Everyone assumes, of course, that Paul will re-sign with the Clippers. But no one, Anthony included, knows for sure.
Don't expect to see Chris Paul in a Knicks uniform next season.
The one thing we do know is, it will be extremely difficult for Paul to end up on the Knicks next season.
With the help of ESPN salary cap guru Larry Coon, we will take you through the scenarios involving Paul and the Knicks.
THE SITUATION: Paul will be a free agent this summer. He can sign a max contract for five years and a total of $107.5 million with the Clippers. He can sign a four-year deal worth nearly $30 million dollars less with another team. He will be seeking $18.7 million in the first year of his new contract.
It’s highly improbable that the Knicks can acquire Paul via free agency. Here’s why:
The Knicks are currently committed to $77.6 million in payroll. Their payroll would have to be less than $41.3 to have enough room to pay Paul $18.7 million in the first year. Trimming that much payroll is nearly impossible given the Knicks’ salary structure.
So that leaves the possibility of a sign-and-trade.
In order to complete a sign-and-trade, the Knicks will need to be below the collective bargaining agreement's “apron” after the trade. The apron, per the terms of the 2011 CBA, is set at $4 million above the luxury tax threshold. For the purposes of this blog, let’s put the luxury tax level at $71.5 million. (It was $70.3 this season.) That means the apron would be $75.5 million.
If the Knicks re-sign J.R. Smith to a $5.6 million contract, as expected, that raises their salary commitment in 2013-14 to $80.3 million. Coon suggests that we bump the payroll up to $82 million for the purposes of this exercise to account for other cap holds that factor in.
Again, Paul can sign for $18.7 million.
So the Knicks need to be under the apron -- $75.5 million – after the sign-and-trade for Paul to make it work. If you take the $82 million we assume the Knicks will be committed to for 2013-14 and add another $18.7 million, you get $100.7 million. Again, the Knicks need to be under $75.5 million after the Paul trade to make it work. So they’d have to send out $25.2 million to make it work.
Let’s say they send Amar’e Stoudemire ($21.7 million) and Raymond Felton ($3.6 million) to the Clippers. They could then take back Paul.
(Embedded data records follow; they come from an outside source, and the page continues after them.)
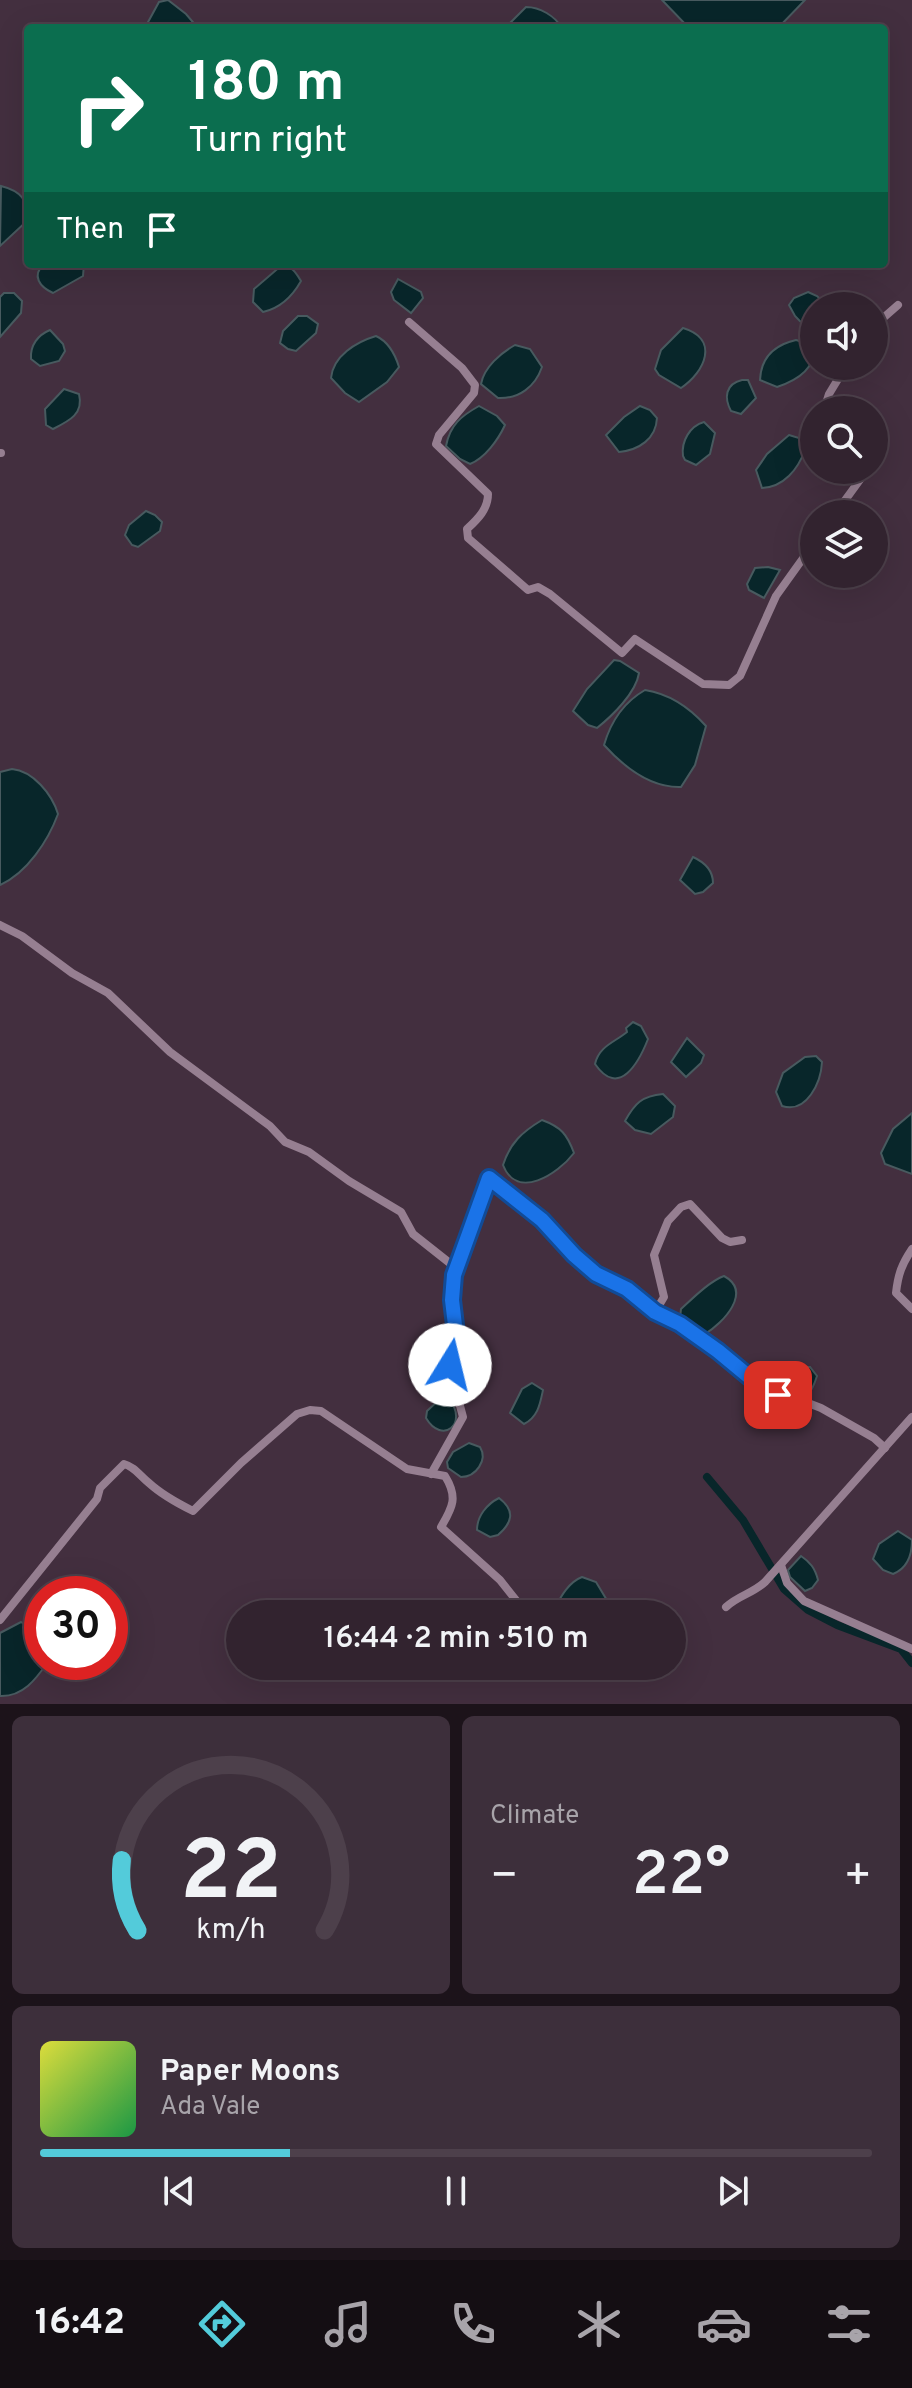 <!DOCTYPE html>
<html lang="en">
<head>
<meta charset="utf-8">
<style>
  body { margin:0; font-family:Overpass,sans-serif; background:#3d2f3b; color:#f1f3f6; height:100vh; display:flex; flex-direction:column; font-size:30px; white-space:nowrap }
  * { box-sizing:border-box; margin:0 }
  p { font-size:26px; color:#a8a4aa }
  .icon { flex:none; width:44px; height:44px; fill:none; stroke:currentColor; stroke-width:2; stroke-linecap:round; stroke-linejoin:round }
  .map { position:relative; height:1704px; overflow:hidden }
  .side { display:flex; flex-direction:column; gap:12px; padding:12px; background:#1c131a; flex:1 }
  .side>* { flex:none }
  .guide { position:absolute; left:24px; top:24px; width:864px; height:244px; border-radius:8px; box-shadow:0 8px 32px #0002,0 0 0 2px #4d404b; background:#0b6e4f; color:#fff; overflow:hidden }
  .controls { position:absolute; left:800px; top:292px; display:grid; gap:16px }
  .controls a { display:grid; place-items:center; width:88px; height:88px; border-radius:50%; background:#32232f; box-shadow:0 8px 32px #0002,0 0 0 2px #4d404b; font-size:40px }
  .speed { position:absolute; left:24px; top:1576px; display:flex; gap:16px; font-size:40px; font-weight:700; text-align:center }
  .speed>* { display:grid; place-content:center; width:104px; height:104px; border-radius:50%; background:#32232f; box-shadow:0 8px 32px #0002,0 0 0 2px #4d404b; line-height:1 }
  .speed .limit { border:12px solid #d22; background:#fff; color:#111 }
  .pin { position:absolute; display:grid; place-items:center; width:68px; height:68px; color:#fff; margin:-34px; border-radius:16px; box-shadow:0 4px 12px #0006 }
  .me { position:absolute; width:88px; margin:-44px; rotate:9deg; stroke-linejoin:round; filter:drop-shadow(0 0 6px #0008) }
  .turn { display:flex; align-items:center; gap:28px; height:168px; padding:0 32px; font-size:36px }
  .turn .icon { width:104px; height:104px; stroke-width:2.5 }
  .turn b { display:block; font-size:56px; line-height:68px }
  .then { display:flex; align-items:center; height:76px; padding:0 32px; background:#0003; gap:16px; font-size:30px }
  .big { font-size:60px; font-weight:600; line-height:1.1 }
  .side .widget { flex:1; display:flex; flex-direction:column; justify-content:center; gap:12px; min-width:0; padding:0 28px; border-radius:12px; background:#3d2f3b }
  .side .dial { align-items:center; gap:0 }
  .dial svg { height:208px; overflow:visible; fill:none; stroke:#4d404b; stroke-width:7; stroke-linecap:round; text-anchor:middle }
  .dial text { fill:#f1f3f6; stroke:none }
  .song { display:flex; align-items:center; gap:24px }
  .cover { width:96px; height:96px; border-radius:12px; background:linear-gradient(135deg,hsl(60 70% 55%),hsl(140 70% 35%)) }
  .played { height:8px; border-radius:4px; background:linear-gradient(90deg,#53cbda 30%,#4d404b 30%) }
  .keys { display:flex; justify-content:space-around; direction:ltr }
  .heat { display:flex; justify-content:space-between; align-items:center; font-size:44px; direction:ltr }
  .side .tiles { flex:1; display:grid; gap:12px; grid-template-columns:1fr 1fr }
  .widget:last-child { grid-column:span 2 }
  .trip { position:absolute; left:226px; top:1600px; width:460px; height:80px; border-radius:40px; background:#32232f; box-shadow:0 8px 32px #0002,0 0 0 2px #4d404b; font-weight:600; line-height:80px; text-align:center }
  .dock { display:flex; height:128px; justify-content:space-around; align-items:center; background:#140e13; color:#a8a4aa }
  .dock .icon { width:56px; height:56px }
  .dock .selected { color:#53cbda }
  .dock b { font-size:36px; color:#f1f3f6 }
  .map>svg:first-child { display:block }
</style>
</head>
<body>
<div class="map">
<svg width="912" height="1704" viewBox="0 0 912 1704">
  <rect width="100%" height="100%" fill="#432f3f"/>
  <!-- water -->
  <g fill="#08262a" stroke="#485a5f" stroke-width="2">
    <path d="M168,0L186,14L198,28H148L147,24L159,2Z"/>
    <path d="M662,0H805L778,28H689Z"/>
    <path d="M526,7C540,7 555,16 562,28H505Z"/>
    <path d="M1,186C21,191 28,200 28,220L0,246Z"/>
    <path d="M44,264H84L83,276L53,293C40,287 31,276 44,264Z"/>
    <path d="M282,265C292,266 296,273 301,281C292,297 281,308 263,312L253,302L254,289Z"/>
    <path d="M398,279L421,292L423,298L411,313L394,300L391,292Z"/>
    <path d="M808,292L817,296L828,306H814V336L795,316L789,305L794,298Z"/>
    <path d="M4,293H14L22,301L21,313L0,337V297Z"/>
    <path d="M298,316H307L318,324L316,333L296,351L288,349L280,343L283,331Z"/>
    <path d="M683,328C720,339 705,372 681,388L659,375L655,369L661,350Z"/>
    <path d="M50,330L63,344L65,351L59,361L40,366L31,359C30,345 38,335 50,330Z"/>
    <path d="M376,336C389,342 395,354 399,367L387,382L359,402L345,393L331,378C333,356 356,342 376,336Z"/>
    <path d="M796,340L806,343L814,350C814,371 795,381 777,387L760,380C761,357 774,345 796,340Z"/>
    <path d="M515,345L530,349L542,367C535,387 519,399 498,398L481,384C484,367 501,353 515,345Z"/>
    <path d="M742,380H748L756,398L741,414L731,411C724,398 725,384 742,380Z"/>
    <path d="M64,389L79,394C84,414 69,421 53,429L46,425L45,409Z"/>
    <path d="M479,406L497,416L505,425C498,440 485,458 470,464L460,459L446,446C450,425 461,416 479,406Z"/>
    <path d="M640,406L650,410L657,418C656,439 639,450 619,452L606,435L624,417Z"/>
    <path d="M704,422L715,433L710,454L696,465L685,460L683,456C681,441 690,426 704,422Z"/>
    <path d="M789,435L799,438L805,450C798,469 784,487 762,488L756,470L767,454Z"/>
    <path d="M146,511L155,515L162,522L160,531L138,547L132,545L125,535L129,525Z"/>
    <path d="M768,567L780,570L764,598L749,590L747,584L755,568Z"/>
    <path d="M614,660L620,661L639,673C636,693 612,716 597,728L588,725L573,711L587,689Z"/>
    <path d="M645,690C670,694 690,708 706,726L695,765L681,787C650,788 624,767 604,745C611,721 624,702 645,690Z"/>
    <path d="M12,769C33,771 52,794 58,814C48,841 27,873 0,885V772Z"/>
    <path d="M693,857C704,862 713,870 713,883L703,892L695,894L680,880Z"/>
    <path d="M633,1022L641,1026L648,1039C639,1062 619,1099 595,1064C599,1046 615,1042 627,1032L626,1028Z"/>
    <path d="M687,1038L704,1055L701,1063L686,1077L671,1062Z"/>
    <path d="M816,1056L822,1062C821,1082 807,1114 782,1106L776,1092L783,1073L805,1057Z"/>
    <path d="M663,1094L675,1106L673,1117L651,1134L635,1130L625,1121C635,1103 642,1096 663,1094Z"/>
    <path d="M912,1113V1174L885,1164L881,1153L893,1129Z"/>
    <path d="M542,1120C561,1127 567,1134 574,1153C558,1174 517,1201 503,1165C510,1143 522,1132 542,1120Z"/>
    <path d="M724,1276C753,1292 723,1323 705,1334L697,1332L680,1318L681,1309C693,1298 710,1281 724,1276Z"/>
    <path d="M804,1367H810L817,1376C812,1392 806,1403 788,1397C783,1385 792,1371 804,1367Z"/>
    <path d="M532,1383L543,1390C540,1404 538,1417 524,1424L510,1413L522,1389Z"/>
    <path d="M441,1398L449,1399C469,1424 442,1445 426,1418L427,1411Z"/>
    <path d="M469,1443L480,1447C488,1460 476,1477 461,1477L448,1468L447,1462L453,1452Z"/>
    <path d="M499,1498C516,1511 512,1523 498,1535L490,1537L477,1530C477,1516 487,1504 499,1498Z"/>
    <path d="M898,1531L912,1540C912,1555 908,1568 893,1574L883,1570L873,1559L879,1544Z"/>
    <path d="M801,1556C810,1562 815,1568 818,1580L812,1588L805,1591L790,1577L788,1570Z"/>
    <path d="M582,1577L596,1582L608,1602L588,1614H558L555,1608C561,1596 569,1582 582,1577Z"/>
    <path d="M21,1622L42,1636V1662H48C36,1679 23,1697 0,1696V1633Z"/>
  </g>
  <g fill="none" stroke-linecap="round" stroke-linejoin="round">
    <!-- canal -->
    <path stroke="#08262a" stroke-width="8" d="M707,1477L743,1520L784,1589L808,1610L837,1625L901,1649L912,1663"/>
    <!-- minor -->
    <g stroke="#967f91" stroke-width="8">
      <path d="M409,322L462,368L475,385L474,393L439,435L436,444L488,494C488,509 478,519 467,529L468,538L528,590L538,587L550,594L622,653L635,639L703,684L729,685L740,676L776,596L814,543"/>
      <path d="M874,331L882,319L898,305"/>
      <path d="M824,410L829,394L846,366"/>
      <path d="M0,453H1"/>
      <path d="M835,514L862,477L855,470"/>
      <path d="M0,925L22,936L72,973L108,993L170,1052L270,1126L285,1142L309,1152L349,1181L401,1212L413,1234L456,1268"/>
      <path d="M742,1240L730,1242L722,1238L690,1204L681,1207L668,1221L654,1255L664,1297L655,1312L680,1324L718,1351L759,1385L791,1402L808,1403L821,1408L874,1438L885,1448"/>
      <path d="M912,1249C902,1264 898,1274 896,1293L912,1309"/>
      <path d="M431,1474L463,1417L459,1402L449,1384L450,1365L457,1342L452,1300L454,1275L489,1178L542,1220L574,1255L596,1274L627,1289L655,1312"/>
      <path d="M781,1565L787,1583L804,1601L912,1649"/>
      <path d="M726,1607C739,1595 752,1594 765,1582L912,1417"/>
      <path d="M0,1620L97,1499L100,1488L124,1464C135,1467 140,1476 149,1483C162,1495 177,1503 193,1511L241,1463L297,1414L310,1410L321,1411L407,1469L445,1476C458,1497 453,1507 441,1527L500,1580L527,1614"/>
    </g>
  </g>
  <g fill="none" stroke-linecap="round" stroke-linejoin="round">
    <defs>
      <path id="route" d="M450,1365L457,1342L452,1300L454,1275L489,1178L542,1220L574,1255L596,1274L627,1289L655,1312L680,1324L718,1351L759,1385L778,1395"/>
    </defs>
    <!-- route casing -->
    <use href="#route" stroke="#114b97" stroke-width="20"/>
    <!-- route -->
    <use href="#route" stroke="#1a73e8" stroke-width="14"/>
  </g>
</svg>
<div class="controls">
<a><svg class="icon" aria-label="sound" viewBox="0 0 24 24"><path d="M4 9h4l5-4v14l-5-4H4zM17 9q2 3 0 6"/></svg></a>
<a><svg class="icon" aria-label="search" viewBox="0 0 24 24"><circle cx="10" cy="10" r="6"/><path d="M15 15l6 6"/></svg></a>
<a><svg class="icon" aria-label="layers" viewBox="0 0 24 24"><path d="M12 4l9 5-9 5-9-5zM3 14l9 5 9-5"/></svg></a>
</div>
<div class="speed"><div class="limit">30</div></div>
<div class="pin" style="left:778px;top:1395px;background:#d93025"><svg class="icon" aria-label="arrive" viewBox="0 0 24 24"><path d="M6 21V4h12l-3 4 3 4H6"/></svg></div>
<svg class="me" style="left:450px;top:1365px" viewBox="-20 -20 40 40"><circle r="19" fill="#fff"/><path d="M0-13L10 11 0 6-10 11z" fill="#1a73e8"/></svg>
<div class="trip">16:44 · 2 min · 510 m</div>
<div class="guide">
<div class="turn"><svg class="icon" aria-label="right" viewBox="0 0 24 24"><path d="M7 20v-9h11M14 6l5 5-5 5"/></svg><div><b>180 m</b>Turn right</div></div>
<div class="then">Then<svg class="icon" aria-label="arrive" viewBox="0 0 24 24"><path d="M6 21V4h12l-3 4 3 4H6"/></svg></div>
</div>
</div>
<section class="side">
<div class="tiles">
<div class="widget dial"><svg viewBox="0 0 100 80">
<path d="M14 69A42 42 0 1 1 86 69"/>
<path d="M14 69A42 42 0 0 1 8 42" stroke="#53cbda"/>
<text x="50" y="56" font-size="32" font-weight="700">22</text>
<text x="50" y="72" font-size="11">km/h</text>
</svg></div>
<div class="widget"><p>Climate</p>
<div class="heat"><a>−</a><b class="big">22°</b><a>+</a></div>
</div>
<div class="widget">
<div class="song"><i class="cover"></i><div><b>Paper Moons</b><p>Ada Vale</p></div></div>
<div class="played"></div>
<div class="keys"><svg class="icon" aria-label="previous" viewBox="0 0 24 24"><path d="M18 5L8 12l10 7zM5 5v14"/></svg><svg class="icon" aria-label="pause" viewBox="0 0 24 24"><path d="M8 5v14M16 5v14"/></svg><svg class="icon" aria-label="next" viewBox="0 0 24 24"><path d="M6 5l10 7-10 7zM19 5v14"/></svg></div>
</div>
</div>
</section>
<nav class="dock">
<b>16:42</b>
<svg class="icon selected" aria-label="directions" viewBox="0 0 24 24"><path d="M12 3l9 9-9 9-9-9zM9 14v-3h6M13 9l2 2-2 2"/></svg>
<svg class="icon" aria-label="music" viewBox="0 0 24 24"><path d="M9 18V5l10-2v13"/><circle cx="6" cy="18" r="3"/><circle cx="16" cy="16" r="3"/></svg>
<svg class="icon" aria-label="phone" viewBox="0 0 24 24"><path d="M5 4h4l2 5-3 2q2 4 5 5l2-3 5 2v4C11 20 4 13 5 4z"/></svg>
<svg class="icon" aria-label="climate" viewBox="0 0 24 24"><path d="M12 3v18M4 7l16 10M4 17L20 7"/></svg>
<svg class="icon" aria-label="car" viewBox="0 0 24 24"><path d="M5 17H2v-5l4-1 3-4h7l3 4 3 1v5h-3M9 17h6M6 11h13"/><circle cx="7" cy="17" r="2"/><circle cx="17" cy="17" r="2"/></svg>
<svg class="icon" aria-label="filters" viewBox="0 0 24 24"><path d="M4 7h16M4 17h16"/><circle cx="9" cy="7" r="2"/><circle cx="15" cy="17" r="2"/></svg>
</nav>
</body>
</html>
But why would the Clippers do that deal? The only way they’d agree to a sign-and-trade involving Paul is if he said there’s no way he’d re-sign in Los Angeles. He'd also probably have to demand a trade to the Knicks.
Also worth noting: Paul would also only be able to sign a four-year deal with the Knicks if he agreed to a sign-and-trade. So he’d have to be willing to forfeit around $30 million to come to New York -- assuming the Clippers would take back what the Knicks offered.
That’s why it’s highly improbable that Paul ends up in New York.